NHS DSPT: 3 Common Struggles for Support Organisations

Struggling with the NHS DSPT? Learn the 3 reasons support organisations fail to meet the standard and discover practical steps to achieve compliance.

· DSP Toolkit

For any organisation providing software, IT support, or consultancy services to the NHS, the Data Security and Protection Toolkit (DSPT) is a mandatory requirement. Achieving a 'Standards Met' status is not merely a compliance exercise; it is fundamental to maintaining trust and securing access to NHS systems and data. Without it, contracts can be jeopardised and access revoked.
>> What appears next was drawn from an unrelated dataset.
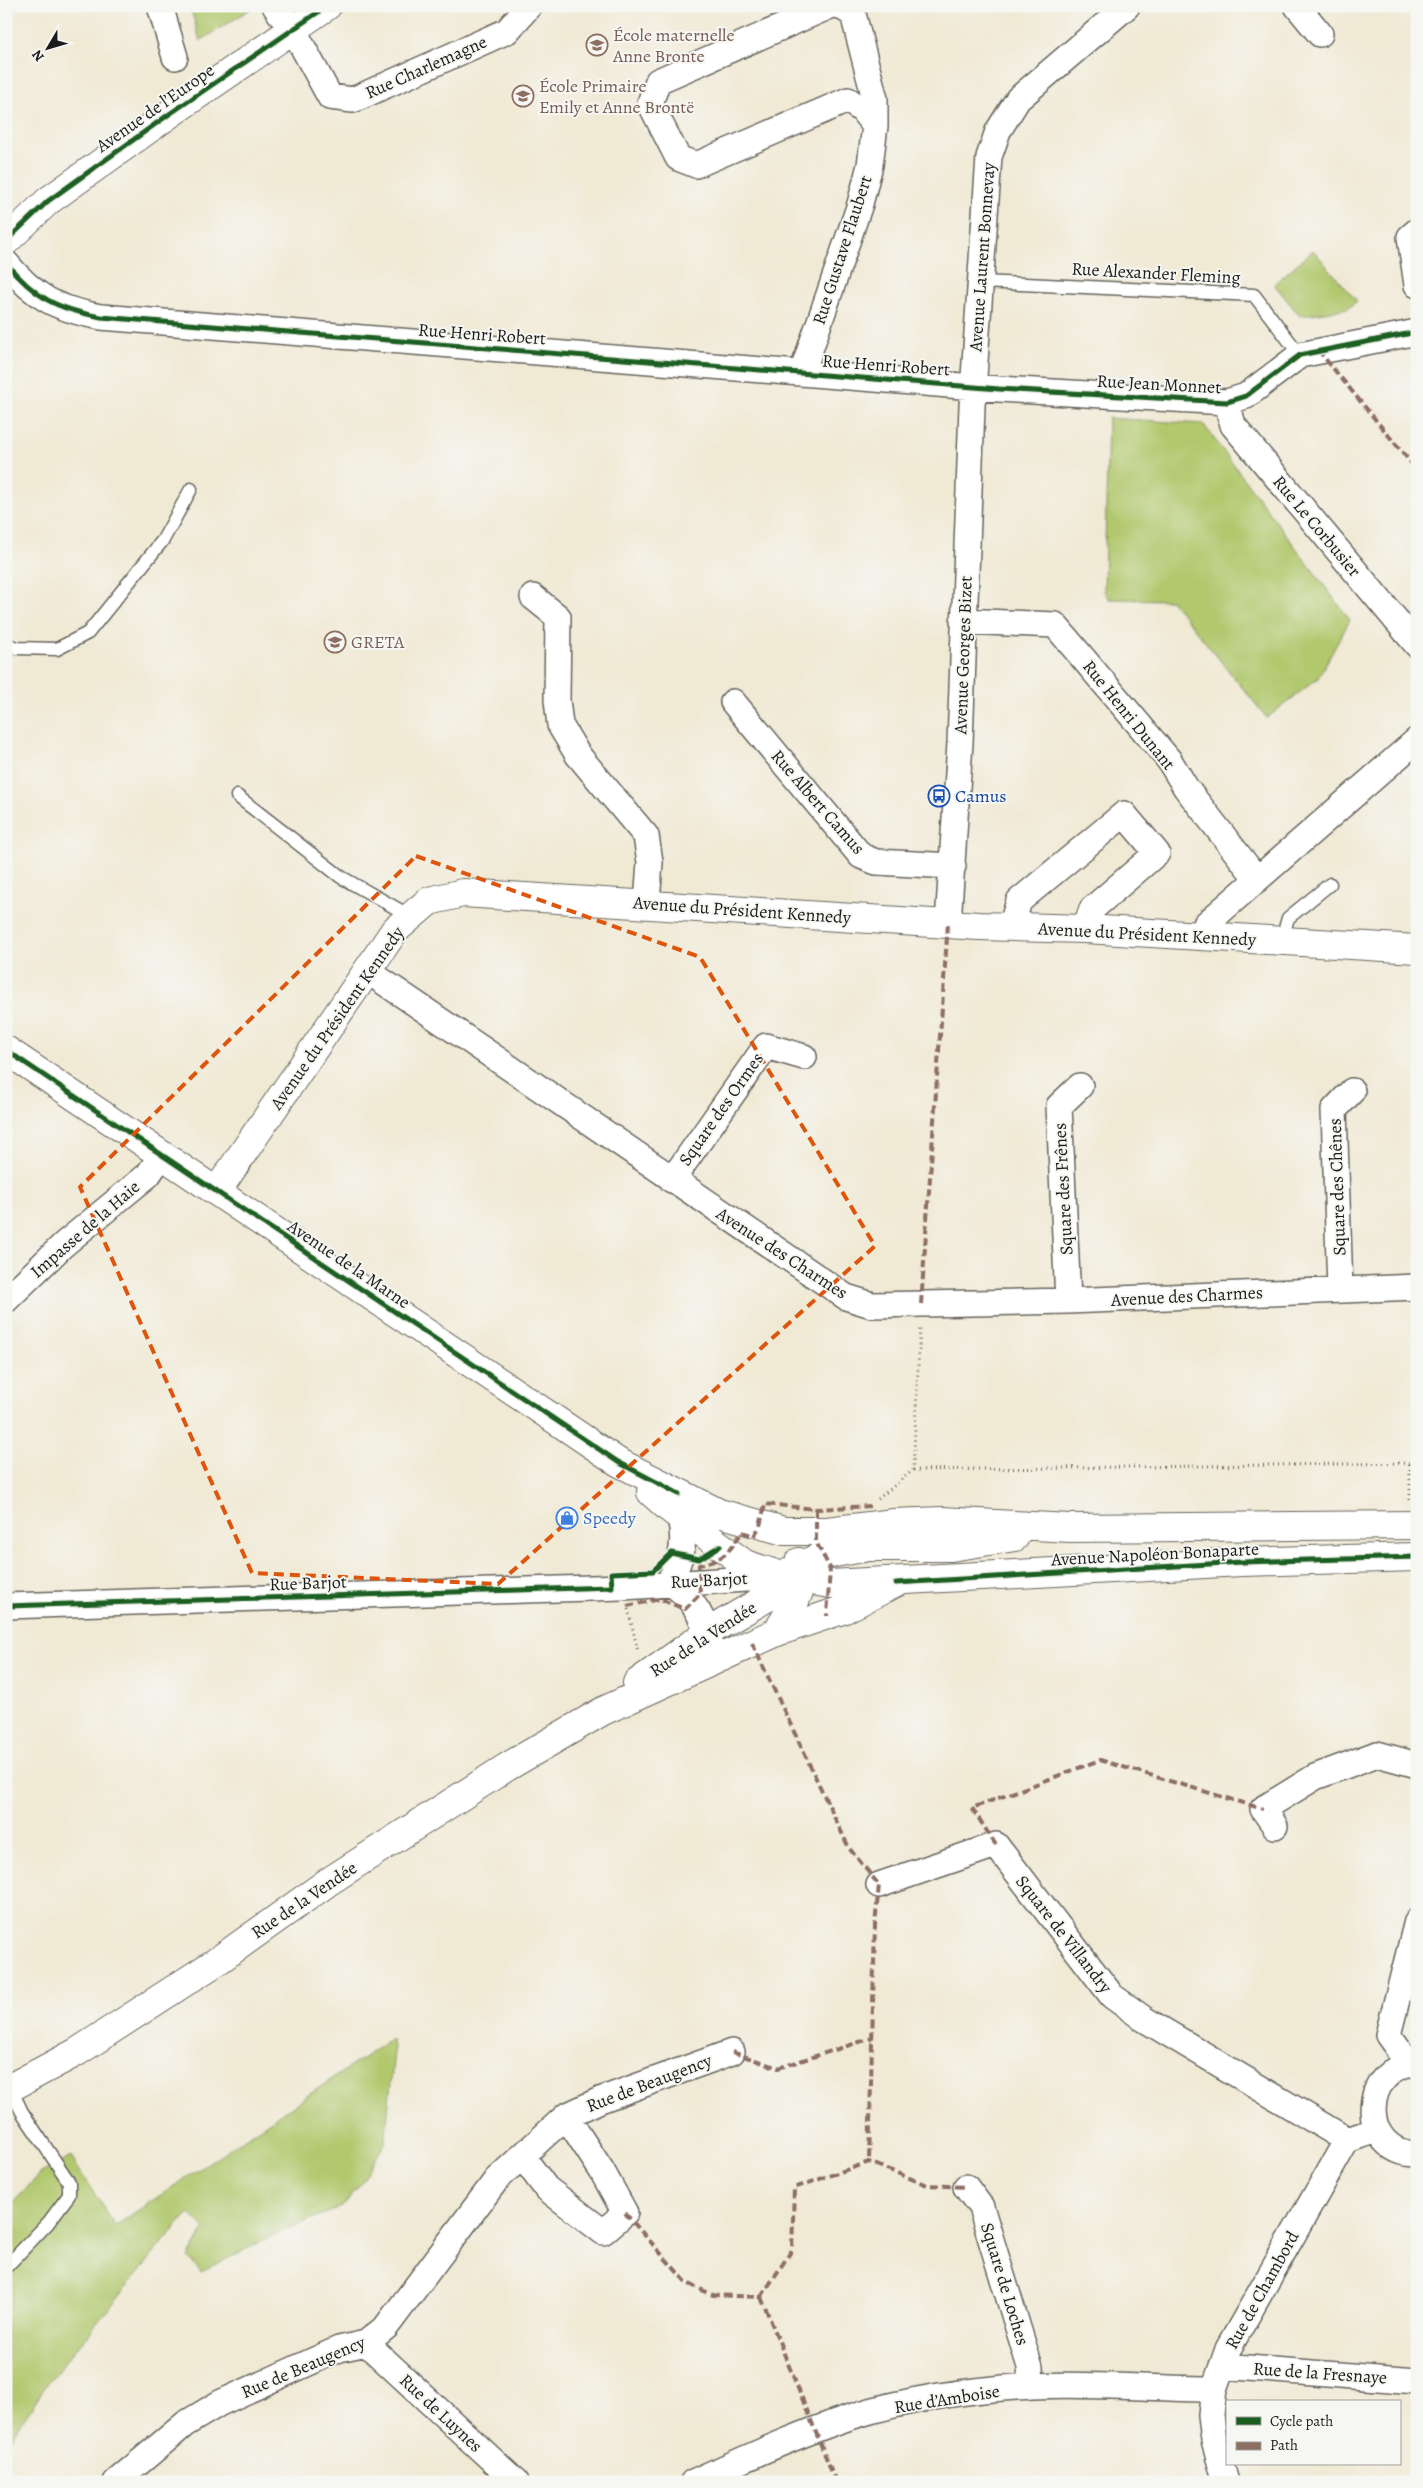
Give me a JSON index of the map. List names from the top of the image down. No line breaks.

Yet, many support organisations, from technology start-ups to established service providers, find the toolkit challenging. Its language and structure are rooted in the clinical environment of NHS Trusts and GP practices, creating a significant barrier for those in the technology sector. This is a common and understandable difficulty.

The purpose of the DSPT is to ensure that patient data is handled safely and securely, in line with the principles of the UK GDPR. It is a framework for demonstrating good practice. For suppliers, it shows the NHS that you are a responsible partner in protecting sensitive information.

This article will explain the three most common reasons why support organisations struggle with their NHS DSPT submission. More importantly, it provides practical, actionable steps to overcome these challenges, helping you build a sustainable and proportionate approach to compliance. For a detailed overview, new suppliers should review our essential guide for non-NHS suppliers and start-ups.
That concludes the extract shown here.